Every minute in the United States another person is diagnosed with the progressive, life-threatening brain disorder known as Alzheimer’s disease. With more than 5 million adults living with the disease today, neuroscience researchers work to explore new treatment options with the hope of discovering a cure or learning how to prevent the disease altogether.

Alzheimer’s is growing fast; the number of Americans aged 65 and older with the disease is predicted to triple by the year 2050. The disease is an irreversible disorder that slowly destroys memory and thinking skills, and results in brain damage a decade before memory and cognitive problems occur, according to the National Institute on Aging. Its devastating consequences have inspired researchers around the world to search for answers. Read on to learn of five breakthroughs in our understanding of the disease in 2016. 

1. Diet and Exercise

Eating well and clocking in a healthy level of physical activity each day may be enough to reduce the brain damaging protein linked to Alzheimer’s disease. The most recent findings were discovered by a team of researchers at UCLA’s Institute for Neuroscience and Human Behavior.

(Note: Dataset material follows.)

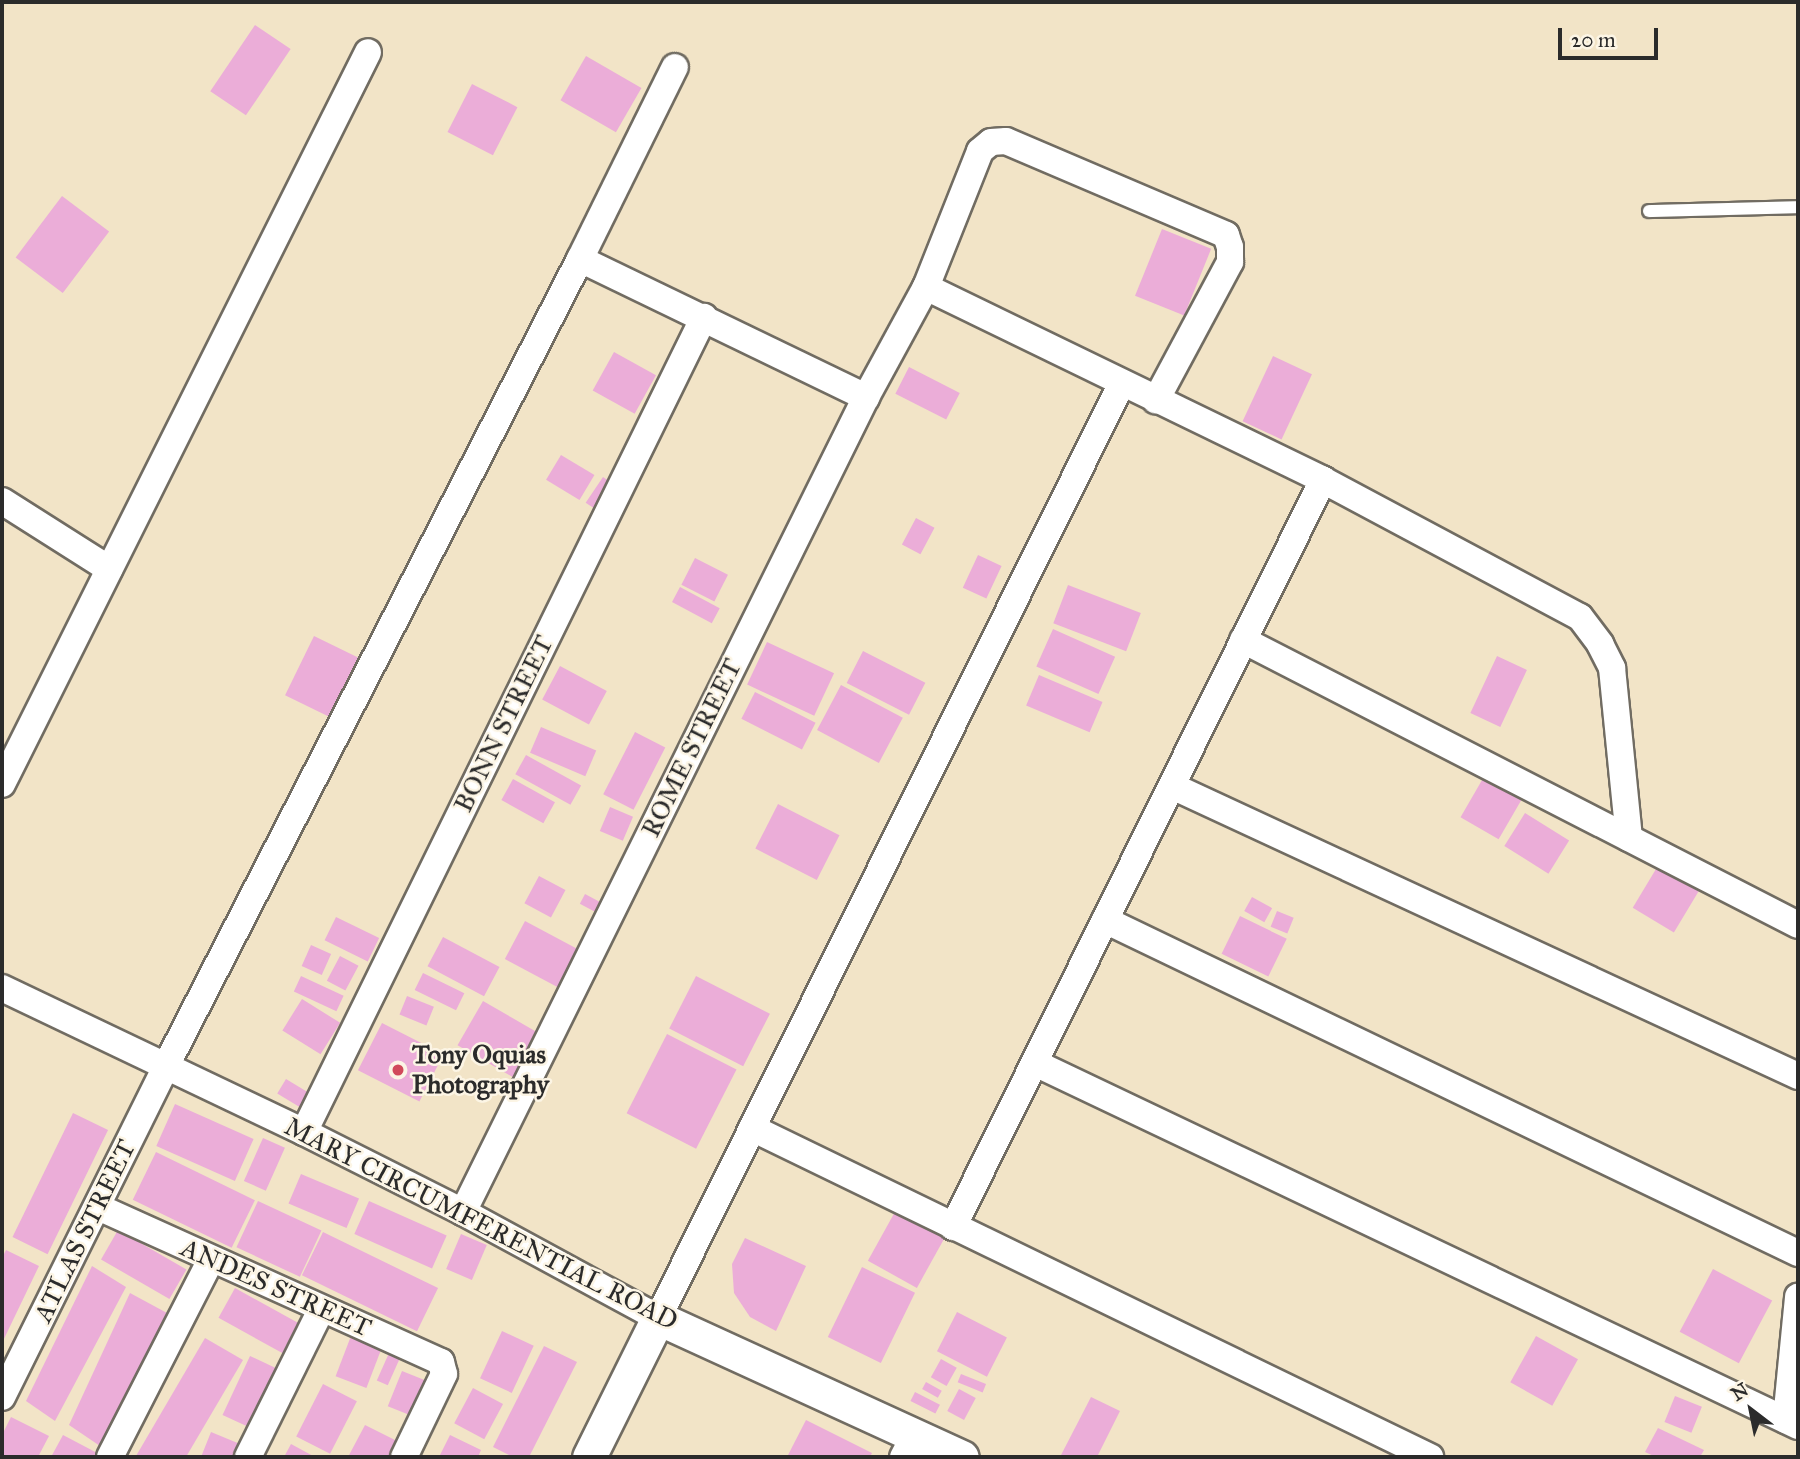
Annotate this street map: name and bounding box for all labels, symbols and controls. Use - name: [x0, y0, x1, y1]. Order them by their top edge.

They found that out of 44 adults suffering from memory problems, those who had a healthy body mass index, were physically active, and followed a diet closest to the Mediterranean diet had the lowest levels of plaque buildup in their brain, according to a study which will appear in the September 2016 issue of American Journal of Geriatric Psychiatry.

"The fact that we could detect this influence of lifestyle at a molecular level before the beginning of serious memory problems surprised us," said the study’s lead author Dr. David Merrill, in a statement.  

2. Marijuana

Compounds found in marijuana may be able to remove amyloid beta — a toxic protein in the brain linked to Alzheimer’s disease. Knowing that amyloid beta speeds up the rate at which neurons die, (ultimately the reason why Alzheimer’s is a progressive disease), researchers grew neurons in a lab and exposed them to marijuana’s active ingredient tetrahydrocannabinol (THC).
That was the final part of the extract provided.